Tørrfisk fra Lofoten (Air-Dried Cod)
This traditional dish is such an important piece of the culture in Norway that holds Protected Geographical Indication. That means this Norwegian food can only be produced in one region to be genuine, like Champagne and Champagne, France.
Tørrfisk fra lofoten is made from air-dried locally-caught cod. The cold air temperatures make Norway the only place in the world to properly air-dry this fish. It has a great fishy flavor that is exported from Norway across the globe.
Norwegian Food: Dinner
Lapskaus (Meat Stew)
This hearty dish is a bowl of pure Norwegian comfort food. Lapskaus is a traditional beef stew made across Norway. It uses beef, roots like parsnip and celery root, carrots, and seasonings to create a dense and lux meat stew.
Lapskaus is the perfect dish for the cold climate in Norway. The hearty meat and potatoes will warm you up so close to the Arctic circle.
Norwegians love meatballs! They make a delicious pan-fried version of meatballs that stands entirely on its own. Kjøttkaker is a simple Norwegian food that is cooked in homes and restaurants across the country.
Norwegian meatballs are made with minced meat, usually beef, pork, and/or lamb, with seasonings. They are pan-fried to get crisp and delectable on the exterior. Kjøttkaker is often served with brown sauce or gravy and potatoes.
Pinnekjøtt (Dried Lamb Ribs)
Lamb is a very popular meat in Norwegian cuisine and pinnekjøtt is a dish that local lamb lovers simply devour! It’s made of lamb ribs that are cured, dried, and smoked; this gives the lamb a salty and smoky flavor that cannot be compared! This Norwegian dish is beloved around the holidays for its decadent and salty flavor.
Medisterkaker (Pork Patties)
This Norwegian food is made from minced pork and seasonings like nutmeg. The pork is formed into patties and pan-fried to get a delicious crisp.
This is an example of a humble but oh-so-tasty food in Norway. Medisterkaker is made in homes and restaurants across Norway. They are delicious with potatoes or apples and gravy.
Finnbiff (Sauteed Reindeer)
The cold climate in Norway makes a perfect home for reindeer and the local ranchers have a deep respect for these animals. One of the fun facts about Norway is that it is home to one of the largest wild reindeer herds.

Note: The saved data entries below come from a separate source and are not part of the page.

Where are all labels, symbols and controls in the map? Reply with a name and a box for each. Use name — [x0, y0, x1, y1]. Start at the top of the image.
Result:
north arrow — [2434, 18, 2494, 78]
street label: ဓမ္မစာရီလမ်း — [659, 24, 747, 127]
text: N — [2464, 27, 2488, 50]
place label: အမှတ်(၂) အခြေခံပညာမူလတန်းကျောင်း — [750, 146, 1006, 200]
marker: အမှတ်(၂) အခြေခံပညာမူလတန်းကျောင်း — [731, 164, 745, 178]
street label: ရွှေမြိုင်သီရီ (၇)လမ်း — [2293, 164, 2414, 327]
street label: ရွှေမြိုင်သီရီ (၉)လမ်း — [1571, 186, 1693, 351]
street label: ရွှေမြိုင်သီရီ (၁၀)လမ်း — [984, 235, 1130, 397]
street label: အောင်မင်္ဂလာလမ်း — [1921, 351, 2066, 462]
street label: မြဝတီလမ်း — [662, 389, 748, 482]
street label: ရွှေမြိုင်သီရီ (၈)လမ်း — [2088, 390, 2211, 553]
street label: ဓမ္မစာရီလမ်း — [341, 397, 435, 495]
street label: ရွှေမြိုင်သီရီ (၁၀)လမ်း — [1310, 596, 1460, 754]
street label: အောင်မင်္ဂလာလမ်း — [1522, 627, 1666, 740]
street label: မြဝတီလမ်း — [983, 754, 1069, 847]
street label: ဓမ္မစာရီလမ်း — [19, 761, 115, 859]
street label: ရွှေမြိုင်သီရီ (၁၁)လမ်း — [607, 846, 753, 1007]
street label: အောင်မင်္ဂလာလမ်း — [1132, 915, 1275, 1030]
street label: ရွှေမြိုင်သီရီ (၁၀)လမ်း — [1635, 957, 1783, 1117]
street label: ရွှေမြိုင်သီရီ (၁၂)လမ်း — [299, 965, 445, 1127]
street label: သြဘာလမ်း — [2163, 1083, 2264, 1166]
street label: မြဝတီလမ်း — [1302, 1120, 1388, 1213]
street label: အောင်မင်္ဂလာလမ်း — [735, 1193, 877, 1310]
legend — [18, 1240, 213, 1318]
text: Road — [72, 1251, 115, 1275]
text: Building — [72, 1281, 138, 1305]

The reindeer in Norway is said to be some of the most delicious in the world. Finnbiff is the perfect introduction to eating reindeer for anyone curious about this lean meat.
Finnbiff is a traditional Norwegian food made from sauteed reindeer that is mixed with cream to make a sort of stew. Some variations include vegetables and it’s often served on top of mashed potatoes. The sauteed reindeer tastes similar to beef with a nice lean finish.
FLAVORS AROUND THE WORLD
Norwegian Food: Desserts
Tilslørte Bondepiker (Layered Dessert)
This dessert is as lovely and varied as the Norwegian landscape. Tilslørte Bondepiker is a trifle or parfait-style dessert where layers of cream, cake, and fruit are served in a clear dish.
In Norway, this dessert often includes layers of apple compote with cream. But no matter what is in the layers the sweet cream makes it lush and delicious.
Trollkrem (Lingonberry Cream)
Trollkrem is a traditional Norwegian food that is as pretty as it is delicious. It is a simple dessert made from lingonberries and meringue so it has a beautiful berry color.
This airy Norwegian dessert is the perfect bite of local sweet flavor and a light dish to follow some heavier Norwegian main dishes.
Eplepai (Apple Pie)
Locals in Norway absolutely love apple pie. Apples are cool-hardy and can grow even in the cold climate of Norway. Their version of apple pie, though, does not resemble an American apple pie.
Norwegian apple pie is more of a spice cake-like dish. Apple slices are baked in an inviting batter to make a really nostalgic dessert. Like other apple desserts, this sweet Norwegian food is delicious with vanilla ice cream or whipped cream.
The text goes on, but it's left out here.